HOW TO COMPLETE THIS TASK:
Repeat the entries that follow verbatim, without any of their pictures.
EXCERPTED DATA: Begin
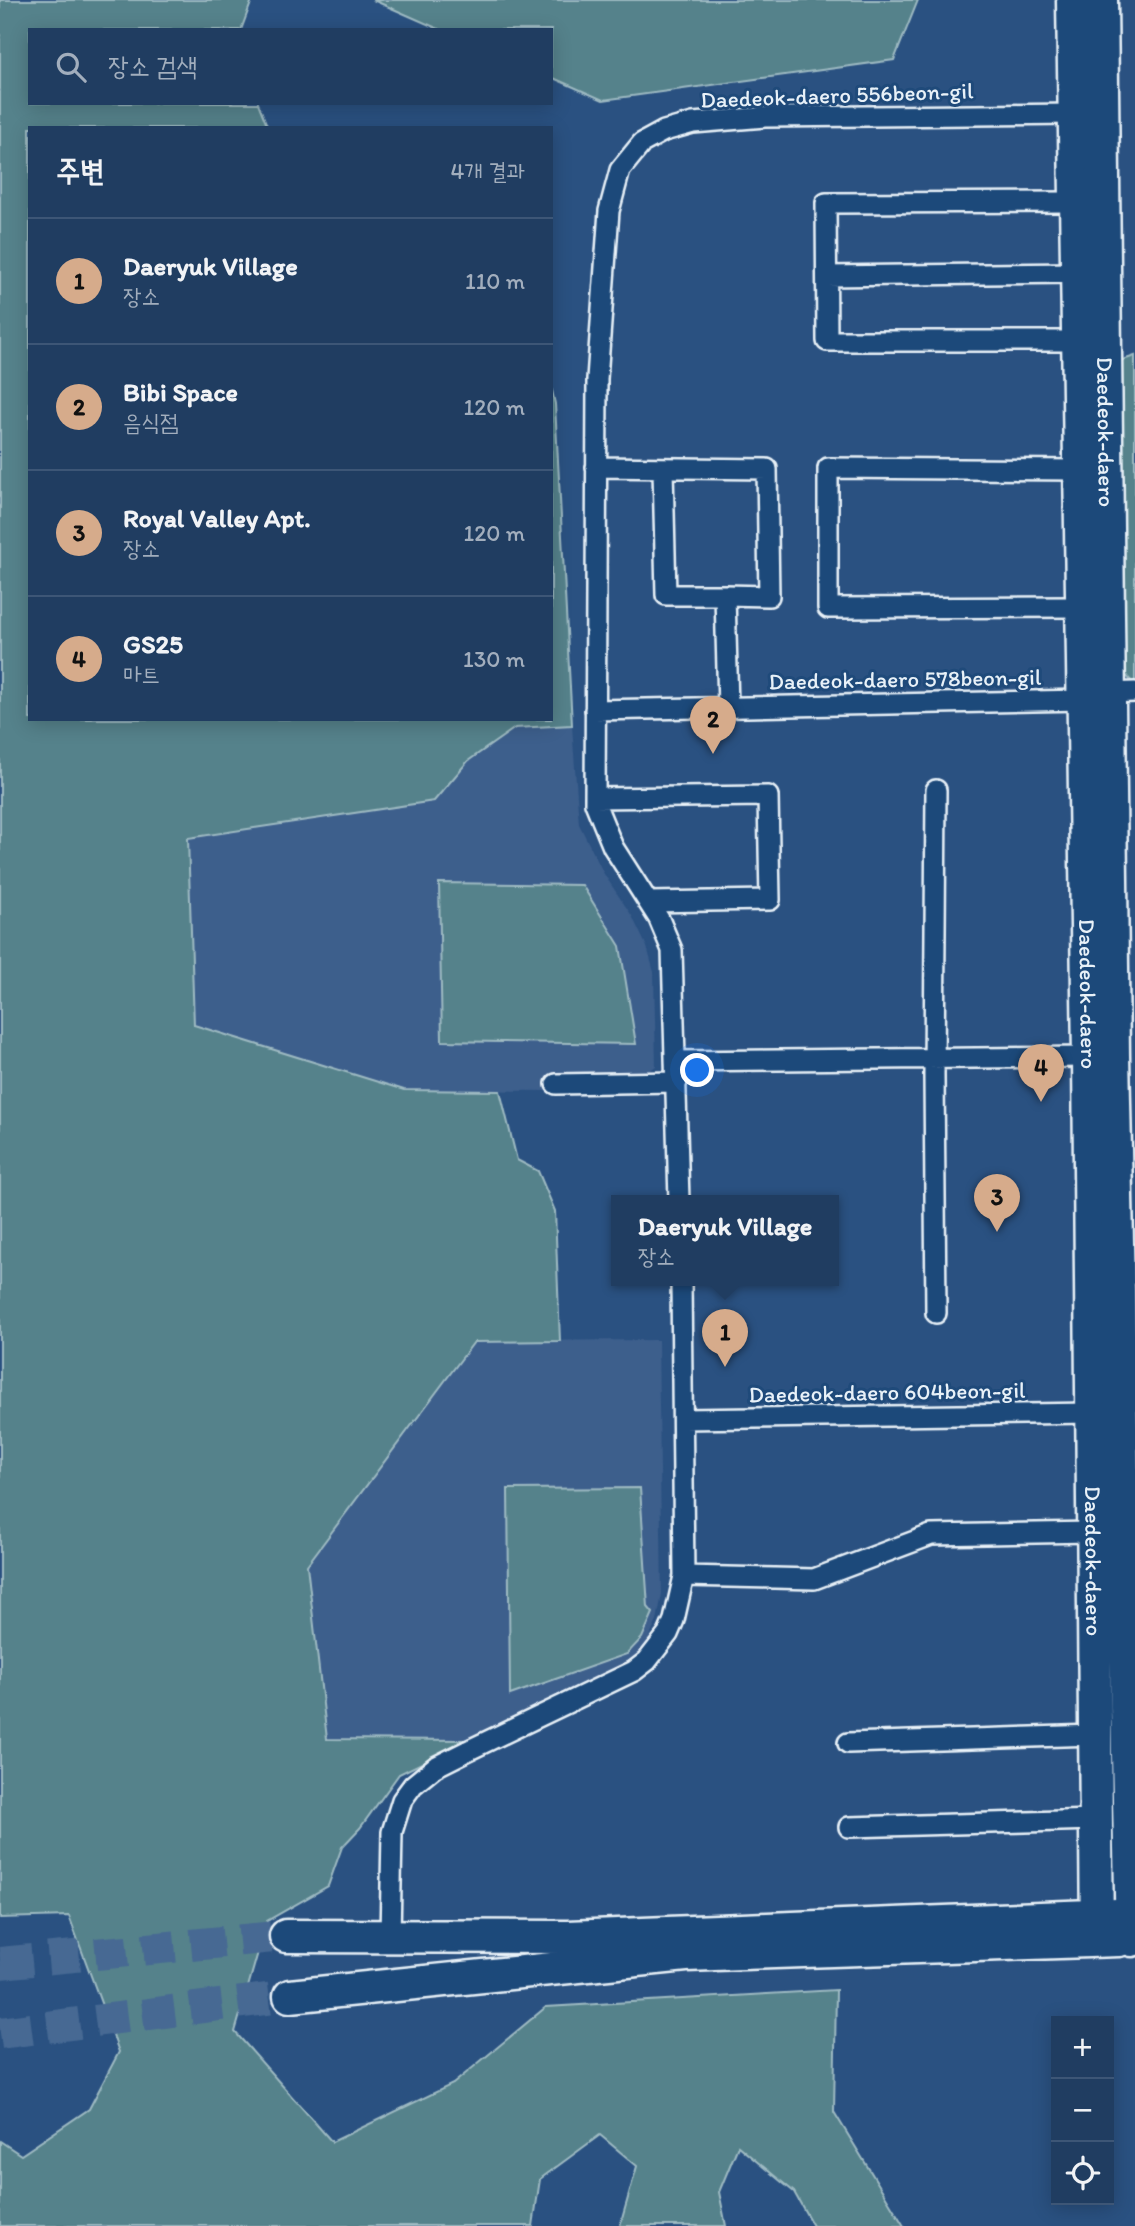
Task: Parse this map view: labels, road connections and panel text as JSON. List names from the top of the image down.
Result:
{
  "streets": {
    "main road": ["Daedeok-daero"],
    "street": ["Daedeok-daero 556beon-gil", "Daedeok-daero 578beon-gil", "Daedeok-daero 604beon-gil"]
  },
  "crossings": [
    ["Daedeok-daero 556beon-gil", "Daedeok-daero"],
    ["Daedeok-daero 556beon-gil", "Daedeok-daero 578beon-gil"],
    ["Daedeok-daero", "Daedeok-daero 578beon-gil"],
    ["Daedeok-daero", "Daedeok-daero 604beon-gil"]
  ],
  "page": {
    "search": "장소 검색",
    "heading": ["주변", "4개 결과"],
    "list": [
      {
        "mark": "1",
        "name": "Daeryuk Village",
        "note": "장소",
        "value": "110 m"
      },
      {
        "mark": "2",
        "name": "Bibi Space",
        "note": "음식점",
        "value": "120 m"
      },
      {
        "mark": "3",
        "name": "Royal Valley Apt.",
        "note": "장소",
        "value": "120 m"
      },
      {
        "mark": "4",
        "name": "GS25",
        "note": "마트",
        "value": "130 m"
      }
    ],
    "pins": [
      "2",
      "4",
      "3",
      "1"
    ],
    "popup": ["Daeryuk Village", "장소"],
    "map_buttons": ["+", "−"]
  }
}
EXCERPTED DATA: End
EXPECTED ANSWER:
Task: Parse this map view: labels, road connections and panel text as JSON. List names from the top of the image down.
Result:
{
  "streets": {
    "main road": ["Daedeok-daero"],
    "street": ["Daedeok-daero 556beon-gil", "Daedeok-daero 578beon-gil", "Daedeok-daero 604beon-gil"]
  },
  "crossings": [
    ["Daedeok-daero 556beon-gil", "Daedeok-daero"],
    ["Daedeok-daero 556beon-gil", "Daedeok-daero 578beon-gil"],
    ["Daedeok-daero", "Daedeok-daero 578beon-gil"],
    ["Daedeok-daero", "Daedeok-daero 604beon-gil"]
  ],
  "page": {
    "search": "장소 검색",
    "heading": ["주변", "4개 결과"],
    "list": [
      {
        "mark": "1",
        "name": "Daeryuk Village",
        "note": "장소",
        "value": "110 m"
      },
      {
        "mark": "2",
        "name": "Bibi Space",
        "note": "음식점",
        "value": "120 m"
      },
      {
        "mark": "3",
        "name": "Royal Valley Apt.",
        "note": "장소",
        "value": "120 m"
      },
      {
        "mark": "4",
        "name": "GS25",
        "note": "마트",
        "value": "130 m"
      }
    ],
    "pins": [
      "2",
      "4",
      "3",
      "1"
    ],
    "popup": ["Daeryuk Village", "장소"],
    "map_buttons": ["+", "−"]
  }
}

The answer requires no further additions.